The original RP1 was powered by a longitudinally mounted 2.0l Ford EcoBoost engine, paired with a semi stressed six-speed sequential Hewland gearbox. Weighing 620 kg with 320 bhp, it had a power-to-weight ratio of 516 bhp/ton. Later 2.3l engine variants with 375 bhp had a power-to-weight ratio of 604 bhp/ton. The car accelerates to 60 mph in 2.7 seconds and has a top speed of 170 mph. It features a carbon fibre tub that weighs 68 kg and meets FIA racing standards. The car has steel subframes at both ends, allowing for easy replacement. It has double wishbone suspension and inboard Nitron dampers at the front and rear.
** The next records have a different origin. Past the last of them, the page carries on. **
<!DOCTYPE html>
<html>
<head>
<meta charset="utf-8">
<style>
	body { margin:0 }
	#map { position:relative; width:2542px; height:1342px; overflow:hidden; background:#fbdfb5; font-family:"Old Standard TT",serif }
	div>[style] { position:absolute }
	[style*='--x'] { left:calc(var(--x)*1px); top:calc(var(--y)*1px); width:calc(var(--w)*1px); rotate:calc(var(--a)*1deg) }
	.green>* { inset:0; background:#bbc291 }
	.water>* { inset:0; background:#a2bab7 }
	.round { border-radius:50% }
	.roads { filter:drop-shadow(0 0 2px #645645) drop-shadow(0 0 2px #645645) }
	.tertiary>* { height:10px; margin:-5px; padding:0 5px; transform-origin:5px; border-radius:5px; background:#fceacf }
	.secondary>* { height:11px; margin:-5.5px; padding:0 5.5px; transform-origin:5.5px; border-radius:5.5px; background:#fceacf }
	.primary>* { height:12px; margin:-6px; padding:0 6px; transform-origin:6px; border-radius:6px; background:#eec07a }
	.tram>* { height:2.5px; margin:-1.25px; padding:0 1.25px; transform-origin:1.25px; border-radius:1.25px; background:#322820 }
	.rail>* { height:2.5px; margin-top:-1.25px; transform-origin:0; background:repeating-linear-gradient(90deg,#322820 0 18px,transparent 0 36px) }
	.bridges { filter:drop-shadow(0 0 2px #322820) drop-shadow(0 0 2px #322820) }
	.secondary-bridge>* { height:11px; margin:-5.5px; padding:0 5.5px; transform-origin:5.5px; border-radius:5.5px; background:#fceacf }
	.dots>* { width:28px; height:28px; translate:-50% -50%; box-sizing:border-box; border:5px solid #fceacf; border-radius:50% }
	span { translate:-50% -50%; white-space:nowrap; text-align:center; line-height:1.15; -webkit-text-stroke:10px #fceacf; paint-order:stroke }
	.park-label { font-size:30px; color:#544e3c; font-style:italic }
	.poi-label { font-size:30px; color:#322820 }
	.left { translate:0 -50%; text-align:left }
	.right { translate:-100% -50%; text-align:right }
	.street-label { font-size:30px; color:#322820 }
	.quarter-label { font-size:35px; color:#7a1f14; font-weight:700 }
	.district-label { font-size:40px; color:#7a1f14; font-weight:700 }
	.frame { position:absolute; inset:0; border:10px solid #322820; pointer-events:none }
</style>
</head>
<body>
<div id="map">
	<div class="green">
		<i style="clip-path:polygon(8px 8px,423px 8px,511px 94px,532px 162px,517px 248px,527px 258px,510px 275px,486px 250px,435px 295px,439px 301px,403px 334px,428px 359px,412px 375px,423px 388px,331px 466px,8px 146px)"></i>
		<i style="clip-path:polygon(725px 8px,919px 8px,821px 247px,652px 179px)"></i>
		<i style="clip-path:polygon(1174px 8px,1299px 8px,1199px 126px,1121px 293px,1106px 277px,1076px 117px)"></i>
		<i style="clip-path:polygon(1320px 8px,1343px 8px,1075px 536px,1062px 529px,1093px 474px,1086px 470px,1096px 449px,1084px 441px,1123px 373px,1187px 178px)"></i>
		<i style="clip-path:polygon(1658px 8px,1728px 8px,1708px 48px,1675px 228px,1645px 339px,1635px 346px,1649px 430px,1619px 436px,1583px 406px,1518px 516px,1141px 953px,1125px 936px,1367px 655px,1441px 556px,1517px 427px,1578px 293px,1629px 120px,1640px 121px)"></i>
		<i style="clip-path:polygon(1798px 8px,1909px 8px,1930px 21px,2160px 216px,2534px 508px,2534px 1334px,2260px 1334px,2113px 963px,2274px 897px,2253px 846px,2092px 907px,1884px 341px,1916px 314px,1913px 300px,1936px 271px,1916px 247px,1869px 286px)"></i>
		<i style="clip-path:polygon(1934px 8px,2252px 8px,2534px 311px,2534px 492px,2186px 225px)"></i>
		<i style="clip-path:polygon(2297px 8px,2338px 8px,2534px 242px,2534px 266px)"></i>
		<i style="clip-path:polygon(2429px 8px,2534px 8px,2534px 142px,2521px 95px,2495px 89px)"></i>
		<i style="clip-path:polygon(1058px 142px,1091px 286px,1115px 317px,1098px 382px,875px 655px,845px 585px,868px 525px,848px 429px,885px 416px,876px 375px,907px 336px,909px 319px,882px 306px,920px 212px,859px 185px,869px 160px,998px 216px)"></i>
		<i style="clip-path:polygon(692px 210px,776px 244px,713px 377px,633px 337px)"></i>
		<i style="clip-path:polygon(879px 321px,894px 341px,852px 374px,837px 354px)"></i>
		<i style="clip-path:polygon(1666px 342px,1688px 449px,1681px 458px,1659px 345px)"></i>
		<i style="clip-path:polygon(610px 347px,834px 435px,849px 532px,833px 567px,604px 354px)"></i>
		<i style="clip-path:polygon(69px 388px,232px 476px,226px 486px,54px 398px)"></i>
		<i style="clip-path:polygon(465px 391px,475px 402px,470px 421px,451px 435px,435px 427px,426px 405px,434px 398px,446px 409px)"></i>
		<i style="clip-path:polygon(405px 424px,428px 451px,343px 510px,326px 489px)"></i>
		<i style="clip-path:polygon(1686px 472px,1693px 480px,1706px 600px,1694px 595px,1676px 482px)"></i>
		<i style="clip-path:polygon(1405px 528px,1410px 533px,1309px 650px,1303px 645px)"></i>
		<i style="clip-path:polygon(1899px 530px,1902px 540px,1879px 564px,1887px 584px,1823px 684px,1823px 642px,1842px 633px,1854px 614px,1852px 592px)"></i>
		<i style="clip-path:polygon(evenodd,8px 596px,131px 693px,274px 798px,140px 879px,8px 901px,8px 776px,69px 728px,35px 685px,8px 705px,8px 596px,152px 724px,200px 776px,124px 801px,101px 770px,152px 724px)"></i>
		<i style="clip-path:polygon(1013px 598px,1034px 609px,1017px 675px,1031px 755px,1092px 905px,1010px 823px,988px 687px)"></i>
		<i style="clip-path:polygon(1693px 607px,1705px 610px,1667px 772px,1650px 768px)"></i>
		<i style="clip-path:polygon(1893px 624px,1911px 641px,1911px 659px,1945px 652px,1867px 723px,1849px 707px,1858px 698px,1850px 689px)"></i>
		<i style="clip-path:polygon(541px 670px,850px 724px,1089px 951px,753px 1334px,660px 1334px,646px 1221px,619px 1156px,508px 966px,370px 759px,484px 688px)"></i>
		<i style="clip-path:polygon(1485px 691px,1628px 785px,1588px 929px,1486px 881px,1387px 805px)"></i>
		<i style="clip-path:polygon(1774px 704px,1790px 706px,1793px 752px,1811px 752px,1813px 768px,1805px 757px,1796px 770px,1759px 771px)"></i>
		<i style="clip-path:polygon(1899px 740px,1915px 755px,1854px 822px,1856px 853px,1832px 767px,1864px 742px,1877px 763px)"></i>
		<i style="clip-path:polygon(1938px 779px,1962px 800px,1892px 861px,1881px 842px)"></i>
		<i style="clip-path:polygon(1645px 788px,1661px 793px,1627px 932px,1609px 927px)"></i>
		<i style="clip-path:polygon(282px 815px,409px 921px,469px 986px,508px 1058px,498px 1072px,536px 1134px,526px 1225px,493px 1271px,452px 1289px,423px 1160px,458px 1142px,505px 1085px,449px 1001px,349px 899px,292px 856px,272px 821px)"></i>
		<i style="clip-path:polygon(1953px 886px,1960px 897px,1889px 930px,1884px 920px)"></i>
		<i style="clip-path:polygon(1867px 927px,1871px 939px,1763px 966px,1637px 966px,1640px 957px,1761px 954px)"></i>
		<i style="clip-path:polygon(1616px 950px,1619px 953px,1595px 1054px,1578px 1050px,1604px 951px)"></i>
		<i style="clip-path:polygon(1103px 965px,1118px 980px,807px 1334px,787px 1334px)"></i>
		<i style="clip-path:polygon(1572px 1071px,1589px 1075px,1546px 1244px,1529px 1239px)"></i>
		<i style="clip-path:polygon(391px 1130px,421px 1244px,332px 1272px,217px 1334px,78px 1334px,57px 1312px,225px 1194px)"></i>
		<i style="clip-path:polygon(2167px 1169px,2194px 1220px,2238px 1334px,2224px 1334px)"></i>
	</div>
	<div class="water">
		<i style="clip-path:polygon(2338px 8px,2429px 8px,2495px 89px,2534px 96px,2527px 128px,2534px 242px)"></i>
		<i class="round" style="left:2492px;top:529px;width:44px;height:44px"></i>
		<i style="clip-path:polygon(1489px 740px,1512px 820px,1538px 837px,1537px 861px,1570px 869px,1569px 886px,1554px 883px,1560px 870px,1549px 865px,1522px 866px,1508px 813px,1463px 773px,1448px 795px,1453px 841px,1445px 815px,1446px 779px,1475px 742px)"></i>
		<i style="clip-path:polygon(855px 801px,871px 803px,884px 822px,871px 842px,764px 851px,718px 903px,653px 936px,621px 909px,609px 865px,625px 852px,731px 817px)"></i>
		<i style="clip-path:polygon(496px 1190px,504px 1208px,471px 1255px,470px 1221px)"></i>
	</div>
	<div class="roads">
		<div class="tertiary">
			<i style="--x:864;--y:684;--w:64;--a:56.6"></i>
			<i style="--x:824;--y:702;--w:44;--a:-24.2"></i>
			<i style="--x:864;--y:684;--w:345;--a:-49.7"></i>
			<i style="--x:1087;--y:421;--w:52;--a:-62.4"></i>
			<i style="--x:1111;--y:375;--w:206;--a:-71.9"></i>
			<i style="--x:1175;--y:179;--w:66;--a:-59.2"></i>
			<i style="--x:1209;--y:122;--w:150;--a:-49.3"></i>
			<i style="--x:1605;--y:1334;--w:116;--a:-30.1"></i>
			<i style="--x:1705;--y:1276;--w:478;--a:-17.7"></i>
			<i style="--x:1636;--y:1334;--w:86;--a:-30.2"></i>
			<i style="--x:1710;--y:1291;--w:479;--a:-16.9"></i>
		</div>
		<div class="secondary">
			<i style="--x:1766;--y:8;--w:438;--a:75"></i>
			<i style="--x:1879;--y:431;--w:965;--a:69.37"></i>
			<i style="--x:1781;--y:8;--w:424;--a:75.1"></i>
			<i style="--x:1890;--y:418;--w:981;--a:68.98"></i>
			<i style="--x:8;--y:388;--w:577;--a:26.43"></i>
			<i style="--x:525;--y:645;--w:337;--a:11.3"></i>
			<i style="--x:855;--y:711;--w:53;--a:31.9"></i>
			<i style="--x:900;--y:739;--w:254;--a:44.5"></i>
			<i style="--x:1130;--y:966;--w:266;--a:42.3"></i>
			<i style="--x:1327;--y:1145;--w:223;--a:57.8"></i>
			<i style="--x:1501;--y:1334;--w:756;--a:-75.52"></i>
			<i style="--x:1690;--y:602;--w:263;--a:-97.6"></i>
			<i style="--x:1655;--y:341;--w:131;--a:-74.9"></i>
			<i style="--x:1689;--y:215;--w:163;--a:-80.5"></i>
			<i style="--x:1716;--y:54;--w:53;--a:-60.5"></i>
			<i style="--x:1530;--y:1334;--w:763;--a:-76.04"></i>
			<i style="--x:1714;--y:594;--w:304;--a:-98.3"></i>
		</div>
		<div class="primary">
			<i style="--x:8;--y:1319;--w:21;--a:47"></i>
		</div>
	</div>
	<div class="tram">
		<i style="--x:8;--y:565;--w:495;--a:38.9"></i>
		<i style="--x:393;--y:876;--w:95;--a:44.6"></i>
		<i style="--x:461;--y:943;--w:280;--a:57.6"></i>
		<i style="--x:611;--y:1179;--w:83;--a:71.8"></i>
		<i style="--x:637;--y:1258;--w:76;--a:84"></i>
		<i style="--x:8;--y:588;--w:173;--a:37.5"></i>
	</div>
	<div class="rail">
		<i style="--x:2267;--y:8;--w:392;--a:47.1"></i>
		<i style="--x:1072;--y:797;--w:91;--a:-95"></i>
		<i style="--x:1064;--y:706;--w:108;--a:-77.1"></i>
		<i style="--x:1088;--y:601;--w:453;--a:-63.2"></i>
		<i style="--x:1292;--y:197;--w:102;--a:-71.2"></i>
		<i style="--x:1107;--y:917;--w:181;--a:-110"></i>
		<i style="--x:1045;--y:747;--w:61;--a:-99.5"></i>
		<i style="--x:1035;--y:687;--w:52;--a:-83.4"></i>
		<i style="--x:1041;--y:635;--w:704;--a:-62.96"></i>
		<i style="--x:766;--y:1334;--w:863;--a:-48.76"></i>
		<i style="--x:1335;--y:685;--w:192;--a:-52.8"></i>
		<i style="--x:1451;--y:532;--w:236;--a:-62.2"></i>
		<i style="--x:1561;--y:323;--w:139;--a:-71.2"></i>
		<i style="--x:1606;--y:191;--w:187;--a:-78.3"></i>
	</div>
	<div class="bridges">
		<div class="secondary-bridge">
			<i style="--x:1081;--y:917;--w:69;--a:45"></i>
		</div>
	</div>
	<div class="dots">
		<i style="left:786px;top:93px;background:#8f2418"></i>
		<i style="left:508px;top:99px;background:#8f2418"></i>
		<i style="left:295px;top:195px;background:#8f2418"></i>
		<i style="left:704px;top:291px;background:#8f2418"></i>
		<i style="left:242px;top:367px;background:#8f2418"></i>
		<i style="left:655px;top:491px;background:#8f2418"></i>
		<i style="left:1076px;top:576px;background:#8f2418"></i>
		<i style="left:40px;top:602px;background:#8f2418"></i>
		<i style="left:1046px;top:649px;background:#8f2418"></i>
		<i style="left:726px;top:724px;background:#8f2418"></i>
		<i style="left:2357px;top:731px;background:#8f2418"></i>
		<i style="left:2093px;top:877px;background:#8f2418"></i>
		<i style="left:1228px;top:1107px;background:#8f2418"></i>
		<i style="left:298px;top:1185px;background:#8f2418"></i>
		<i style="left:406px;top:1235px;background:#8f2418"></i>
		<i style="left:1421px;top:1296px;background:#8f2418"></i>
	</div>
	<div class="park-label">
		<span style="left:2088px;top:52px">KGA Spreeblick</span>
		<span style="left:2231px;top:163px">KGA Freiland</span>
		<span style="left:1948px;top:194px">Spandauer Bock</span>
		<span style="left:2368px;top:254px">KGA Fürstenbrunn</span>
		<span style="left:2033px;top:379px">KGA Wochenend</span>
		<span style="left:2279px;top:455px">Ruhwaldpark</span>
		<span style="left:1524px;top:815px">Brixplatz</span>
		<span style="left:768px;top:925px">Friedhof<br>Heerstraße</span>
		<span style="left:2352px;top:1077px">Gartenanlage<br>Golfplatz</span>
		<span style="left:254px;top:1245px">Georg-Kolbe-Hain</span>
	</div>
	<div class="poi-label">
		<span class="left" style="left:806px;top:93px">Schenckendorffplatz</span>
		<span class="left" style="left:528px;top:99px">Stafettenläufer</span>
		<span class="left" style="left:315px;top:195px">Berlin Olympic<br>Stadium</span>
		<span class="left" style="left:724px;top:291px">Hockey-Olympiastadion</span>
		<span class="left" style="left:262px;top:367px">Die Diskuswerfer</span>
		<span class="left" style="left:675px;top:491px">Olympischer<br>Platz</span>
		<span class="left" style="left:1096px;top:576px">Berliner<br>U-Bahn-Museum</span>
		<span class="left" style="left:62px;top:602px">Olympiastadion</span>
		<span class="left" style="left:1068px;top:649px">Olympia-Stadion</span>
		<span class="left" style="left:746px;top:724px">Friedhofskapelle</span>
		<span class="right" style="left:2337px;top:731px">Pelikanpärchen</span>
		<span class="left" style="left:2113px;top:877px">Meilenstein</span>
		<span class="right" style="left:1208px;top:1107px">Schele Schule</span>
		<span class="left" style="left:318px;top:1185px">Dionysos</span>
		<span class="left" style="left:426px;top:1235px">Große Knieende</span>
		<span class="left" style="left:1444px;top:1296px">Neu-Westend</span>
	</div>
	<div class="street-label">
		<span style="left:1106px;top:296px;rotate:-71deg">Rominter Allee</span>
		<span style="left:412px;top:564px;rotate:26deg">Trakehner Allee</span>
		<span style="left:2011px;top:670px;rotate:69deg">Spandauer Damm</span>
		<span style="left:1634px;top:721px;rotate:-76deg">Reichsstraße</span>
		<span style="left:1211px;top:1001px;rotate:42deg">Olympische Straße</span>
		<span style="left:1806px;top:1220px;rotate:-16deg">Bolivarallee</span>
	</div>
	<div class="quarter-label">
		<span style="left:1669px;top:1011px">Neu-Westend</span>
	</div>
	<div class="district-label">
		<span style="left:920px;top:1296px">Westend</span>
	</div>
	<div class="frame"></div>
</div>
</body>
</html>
The Elemental RP1 has a weight distribution of 47/53 front to rear. It features a paddle shifting, pneumatic actuated gearbox controlled by the ECU. The vehicle offers up to 400 kg of downforce at 150 mph, thanks to deep diffusers at the front and rear. The driving position is feet-up, similar to a single-seat racecar, which enhances the aerodynamics with front and rear diffusers. Later variants of the RP1 use the 2.3l Ford Ecoboost engine with a revised output of 375 bhp producing 500 kg of downforce at 150 mph. In collaboration with ex-McLaren Formula 1 aerodynamicist Mark Taylor, the RP1 underwent enhancements to its bodywork using computational fluid dynamics, resulting in an increase in downforce to 1000 kg at 150 mph.

The car was reviewed by Autocar in 2015 and deliveries started in 2017.

Endurance racer David Pittard worked with Elemental as a test and development driver before returning to pro racing in 2017.

In October 2023, the Elemental RP1 became an option on the Xbox 2021 racing game Forza Horizons 5.